#maujadippds: Bedah Orthopaedi! Prodi bedah ter-favorit!

Nah, kali ini kita akan bahas prodi bedah yang paling favorit, apalagi kalau bukan Bedah Orthopaedi! Di survey yang mimin lakukan kemaren nih, ternyata bedah ortho keluar sebagai prodi bedah paling favorit! Sekarang yuk kita bedah ada apa dengan bedah ortho yang menarik hati ini??
Sebelumnya, yuk intip dulu info ini:
• Ada 10 center PPDS Bedah Orthopaedi: Semua center se-Jawa-Bali punya Orthopaedi, kecuali UNDIP. Sementara di luar pulau Jawa ada UNSRI, USU dan UNHAS yang punya prodi ini. Cek tabelnya disini.
• Lama Studi 9-12 semester: ada yang 9 semester (USU), paling lama 12 semester (UNS), dan sisanya 10 semester
• Biaya Studi SPP mulai dari 6-24,5 juta dengan sumbangan mencapai 132 juta! Orthopaedi tergolong prodi yang “mahal sumbangan”nya lho, termahal ada di UNS (132) diikuti UB (65). Sementara center lain berkisar antara 25-30jutaan (tidak termasuk center yang menggunakan sistem UKT seperti UNUD dan UGM, dan sistem DKA di USU). Untuk SPP, termurah ada di UNS (6), diikuti UB (~9) dan UNAIR (10), termahal ada di UNPAD (24,5).
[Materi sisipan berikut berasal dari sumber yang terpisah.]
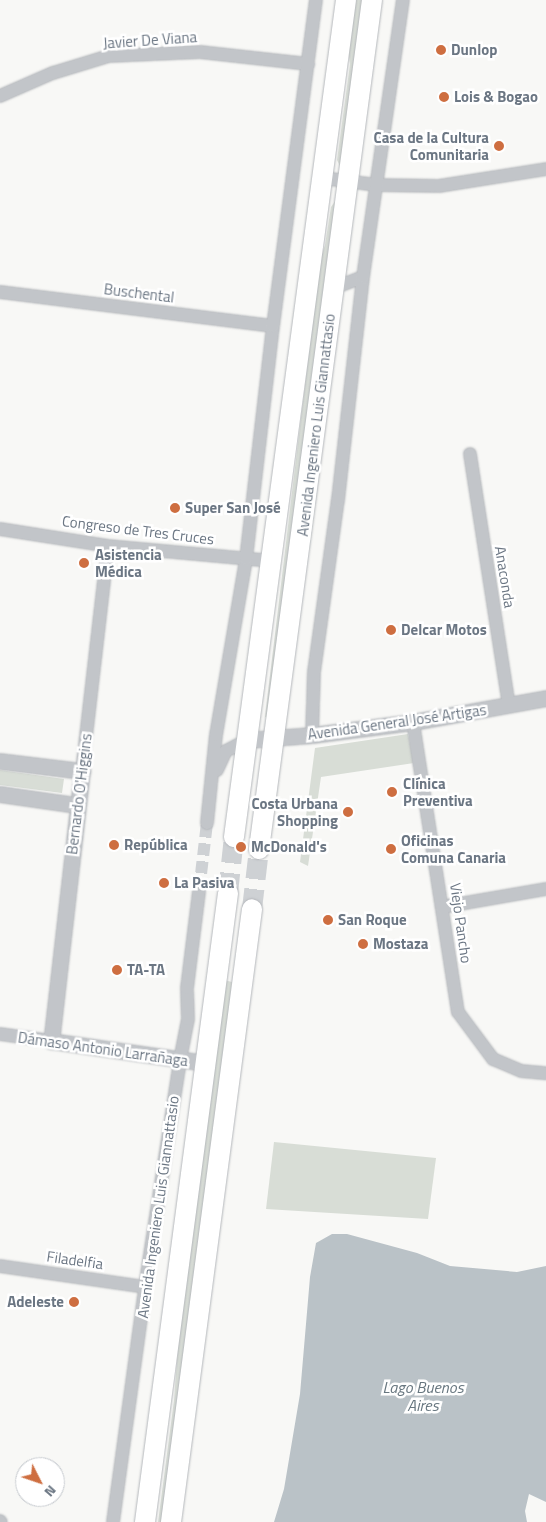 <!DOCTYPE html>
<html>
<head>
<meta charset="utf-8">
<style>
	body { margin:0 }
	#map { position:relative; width:546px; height:1522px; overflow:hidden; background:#f8f8f6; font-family:"Titillium Web",sans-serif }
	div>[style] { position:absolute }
	.green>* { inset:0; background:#d8ddd6 }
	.water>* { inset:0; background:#bac2c7 }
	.minor-tunnel>* { height:12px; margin-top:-6px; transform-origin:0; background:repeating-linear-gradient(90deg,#ced1d4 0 12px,transparent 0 18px) }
	.primary-tunnel>* { height:20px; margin-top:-10px; transform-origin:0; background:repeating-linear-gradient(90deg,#ced1d4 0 20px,transparent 0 30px) }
	.roads { filter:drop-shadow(0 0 1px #b4b7bb) drop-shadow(0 0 1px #b4b7bb) }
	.minor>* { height:12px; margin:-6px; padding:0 6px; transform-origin:6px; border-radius:6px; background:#c2c5c9 }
	.tertiary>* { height:15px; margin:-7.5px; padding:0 7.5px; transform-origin:7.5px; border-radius:7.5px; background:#c2c5c9 }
	.primary>* { height:20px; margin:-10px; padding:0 10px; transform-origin:10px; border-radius:10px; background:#fff }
	.dots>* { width:14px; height:14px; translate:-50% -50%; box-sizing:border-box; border:2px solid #fff; border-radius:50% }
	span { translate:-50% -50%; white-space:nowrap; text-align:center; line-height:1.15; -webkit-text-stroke:5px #fff; paint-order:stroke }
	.street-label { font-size:15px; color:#6b7683 }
	.poi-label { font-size:15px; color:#6b7683; font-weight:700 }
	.left { translate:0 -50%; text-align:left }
	.right { translate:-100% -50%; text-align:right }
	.water-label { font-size:16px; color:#67767f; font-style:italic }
	.north { position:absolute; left:15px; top:1457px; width:50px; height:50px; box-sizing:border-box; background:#fff; border:1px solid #c4c8cd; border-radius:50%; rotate:131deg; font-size:14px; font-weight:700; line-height:20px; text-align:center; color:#6b7683 }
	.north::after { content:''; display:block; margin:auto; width:18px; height:22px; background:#ce6e40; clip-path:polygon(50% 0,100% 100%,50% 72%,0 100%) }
</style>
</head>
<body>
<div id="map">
	<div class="green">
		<i style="clip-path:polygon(354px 0,365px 0,340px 166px,337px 160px,350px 64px,348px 50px)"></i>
		<i style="clip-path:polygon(336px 200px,271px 718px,265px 717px,320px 260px,325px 245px,331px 207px)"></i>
		<i style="clip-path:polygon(408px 734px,414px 763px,321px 777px,308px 866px,300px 862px,315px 748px)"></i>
		<i style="clip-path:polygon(0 770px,64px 779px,62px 793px,0 785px)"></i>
		<i style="clip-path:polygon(224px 980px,232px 982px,224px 1062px,162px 1522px,158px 1522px,174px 1400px,181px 1307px)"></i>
		<i style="clip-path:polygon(274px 1142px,436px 1158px,428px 1219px,266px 1209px)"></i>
	</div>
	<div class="water">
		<i style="clip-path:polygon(332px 1234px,347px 1234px,417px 1253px,450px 1266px,517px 1272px,546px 1266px,546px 1502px,529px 1494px,525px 1511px,527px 1522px,274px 1522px,284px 1489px,300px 1394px,310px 1277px,316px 1243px)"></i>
	</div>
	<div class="minor-tunnel">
		<i style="left:199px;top:891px;width:68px;rotate:-83.3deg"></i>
	</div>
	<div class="primary-tunnel">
		<i style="left:228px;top:893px;width:56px;rotate:-83.9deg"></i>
		<i style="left:252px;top:909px;width:60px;rotate:-83.3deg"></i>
	</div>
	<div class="roads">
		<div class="minor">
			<i style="left:0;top:96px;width:58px;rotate:-23.5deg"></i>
			<i style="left:53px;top:73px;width:59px;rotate:-16.9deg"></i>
			<i style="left:109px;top:56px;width:91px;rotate:-2.5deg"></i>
			<i style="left:200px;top:52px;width:109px;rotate:6.3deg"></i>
			<i style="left:323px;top:178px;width:54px;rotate:7.4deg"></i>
			<i style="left:377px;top:185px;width:62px;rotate:0.9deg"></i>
			<i style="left:439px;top:186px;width:108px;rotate:-9deg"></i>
			<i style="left:334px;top:288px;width:31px;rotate:-21deg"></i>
			<i style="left:0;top:292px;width:275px;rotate:7.1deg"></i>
			<i style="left:470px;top:454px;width:254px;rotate:81.2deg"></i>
			<i style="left:0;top:529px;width:109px;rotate:8.9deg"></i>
			<i style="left:108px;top:546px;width:165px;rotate:5.2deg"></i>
			<i style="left:413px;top:722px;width:293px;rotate:81.2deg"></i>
			<i style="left:458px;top:1012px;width:59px;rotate:53.3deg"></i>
			<i style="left:493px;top:1059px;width:30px;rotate:23deg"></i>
			<i style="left:521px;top:1071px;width:25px;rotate:5deg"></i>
			<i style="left:312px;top:735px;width:63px;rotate:-88.2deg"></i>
			<i style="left:314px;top:672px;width:174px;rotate:-82.1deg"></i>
			<i style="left:338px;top:500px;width:224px;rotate:-83.6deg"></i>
			<i style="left:363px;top:277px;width:280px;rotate:-81.8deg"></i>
			<i style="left:217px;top:770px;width:21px;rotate:-65deg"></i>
			<i style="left:226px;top:751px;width:24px;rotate:-28deg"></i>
			<i style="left:82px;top:771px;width:226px;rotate:-83.4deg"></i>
			<i style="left:207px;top:823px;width:88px;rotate:-84.2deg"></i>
			<i style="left:216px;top:735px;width:179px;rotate:-80.3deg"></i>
			<i style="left:246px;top:559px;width:235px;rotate:-83.4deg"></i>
			<i style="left:273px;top:326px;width:329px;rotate:-82.5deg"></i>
			<i style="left:442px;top:907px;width:106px;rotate:-9.8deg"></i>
			<i style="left:0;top:1034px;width:51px;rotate:7.8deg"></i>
			<i style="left:0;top:1266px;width:147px;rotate:8.2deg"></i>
			<i style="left:0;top:1521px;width:1px;rotate:45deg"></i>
			<i style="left:113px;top:1522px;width:237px;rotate:-82.2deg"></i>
			<i style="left:145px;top:1287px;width:230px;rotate:-81.2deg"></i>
			<i style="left:180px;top:1060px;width:42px;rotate:-79deg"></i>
			<i style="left:188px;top:1019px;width:31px;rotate:-92deg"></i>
			<i style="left:187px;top:988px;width:98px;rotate:-82.9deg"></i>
		</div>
		<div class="tertiary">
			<i style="left:247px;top:740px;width:65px;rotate:-4.4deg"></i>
			<i style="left:312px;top:735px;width:102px;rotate:-7.3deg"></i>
			<i style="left:413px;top:722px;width:135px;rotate:-10.2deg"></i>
			<i style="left:0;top:761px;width:83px;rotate:7deg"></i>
			<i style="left:82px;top:771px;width:272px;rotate:96.5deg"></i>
			<i style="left:51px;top:1041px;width:156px;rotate:8.1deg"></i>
			<i style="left:0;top:794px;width:77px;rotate:8.2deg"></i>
		</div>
		<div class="primary">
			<i style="left:234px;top:837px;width:844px;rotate:-82.38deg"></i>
			<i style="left:259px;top:849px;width:856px;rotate:-82.42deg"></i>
			<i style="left:145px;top:1522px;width:634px;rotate:-82.48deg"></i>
			<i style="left:171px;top:1522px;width:618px;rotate:-82.47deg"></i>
		</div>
	</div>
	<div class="dots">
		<i style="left:441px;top:50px;background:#ce6e40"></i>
		<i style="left:444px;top:97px;background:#ce6e40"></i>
		<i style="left:499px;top:146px;background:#ce6e40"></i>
		<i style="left:175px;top:508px;background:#ce6e40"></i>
		<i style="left:84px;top:563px;background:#ce6e40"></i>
		<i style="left:391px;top:630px;background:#ce6e40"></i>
		<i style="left:392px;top:792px;background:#ce6e40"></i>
		<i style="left:348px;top:812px;background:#ce6e40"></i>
		<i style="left:114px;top:845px;background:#ce6e40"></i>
		<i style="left:241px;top:847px;background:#ce6e40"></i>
		<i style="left:391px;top:849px;background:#ce6e40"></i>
		<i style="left:164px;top:883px;background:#ce6e40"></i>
		<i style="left:328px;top:920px;background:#ce6e40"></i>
		<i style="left:363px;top:944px;background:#ce6e40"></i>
		<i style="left:117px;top:970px;background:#ce6e40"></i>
		<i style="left:74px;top:1302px;background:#ce6e40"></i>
	</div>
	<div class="street-label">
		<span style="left:150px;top:40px;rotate:-4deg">Javier De Viana</span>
		<span style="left:139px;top:293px;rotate:7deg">Buschental</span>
		<span style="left:316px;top:425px;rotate:-83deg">Avenida Ingeniero Luis Giannattasio</span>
		<span style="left:138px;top:530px;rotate:7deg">Congreso de Tres Cruces</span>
		<span style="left:505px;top:577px;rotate:81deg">Anaconda</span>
		<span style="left:397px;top:722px;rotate:-8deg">Avenida General José Artigas</span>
		<span style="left:79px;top:794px;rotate:-83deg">Bernardo O'Higgins</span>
		<span style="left:461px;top:923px;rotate:82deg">Viejo Pancho</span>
		<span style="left:103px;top:1049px;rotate:8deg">Dámaso Antonio Larrañaga</span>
		<span style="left:158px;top:1207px;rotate:-82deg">Avenida Ingeniero Luis Giannattasio</span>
		<span style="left:75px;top:1260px;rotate:8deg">Filadelfia</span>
	</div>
	<div class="poi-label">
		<span class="left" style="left:451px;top:50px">Dunlop</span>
		<span class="left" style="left:454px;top:97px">Lois &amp; Bogao</span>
		<span class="right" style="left:489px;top:146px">Casa de la Cultura<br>Comunitaria</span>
		<span class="left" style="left:185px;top:508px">Super San José</span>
		<span class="left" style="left:95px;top:563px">Asistencia<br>Médica</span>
		<span class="left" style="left:401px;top:630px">Delcar Motos</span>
		<span class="left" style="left:403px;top:792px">Clínica<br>Preventiva</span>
		<span class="right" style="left:338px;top:812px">Costa Urbana<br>Shopping</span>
		<span class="left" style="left:401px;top:849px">Oficinas<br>Comuna Canaria</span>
		<span class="left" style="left:124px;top:845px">República</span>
		<span class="left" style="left:251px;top:847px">McDonald's</span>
		<span class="left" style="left:174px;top:883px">La Pasiva</span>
		<span class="left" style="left:338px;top:920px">San Roque</span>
		<span class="left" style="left:373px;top:944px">Mostaza</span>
		<span class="left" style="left:127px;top:970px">TA-TA</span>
		<span class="right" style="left:64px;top:1302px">Adeleste</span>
	</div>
	<div class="water-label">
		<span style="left:423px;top:1396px">Lago Buenos<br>Aires</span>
	</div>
	<div class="north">N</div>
</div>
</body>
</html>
Center lain SPP-nya berkisar di 15-18 juta.

Kenapa prodi bedah Orthopaedi?
Kalo kamu berpikir bedah Orthopaedi adalah bedah tulang, maka kamu salah besar. “Ortho ga melulu soal nyembuhin tulang. Scope ortho itu luas banget semua tentang musculoskeletal dari non operatif, operatif, preventif sampe rehabilitatif. Jadi masih banyak banget yang bisa di explore,” jelas dr. Ferdiansyah Danang, PPDS UNAIR. Hal ini sejalan dengan dr. Muhammad Abdulhamid yang akrab dipanggil dr. Hamid, PPDS UNS yang semakin tertarik dengan ortho dan traumatology semenjak bergabung di Tim Bantuan Medis (TBM), “ortho bukan traumatology saja,” jelasnya. Sementara dr. Bram Swandika, PPDS UI, menambahkan bahwa memilih Orthopaedi berarti memilih untuk bisa mengubah disabilitas pasien menjadi kualitas hidup. Keren kan?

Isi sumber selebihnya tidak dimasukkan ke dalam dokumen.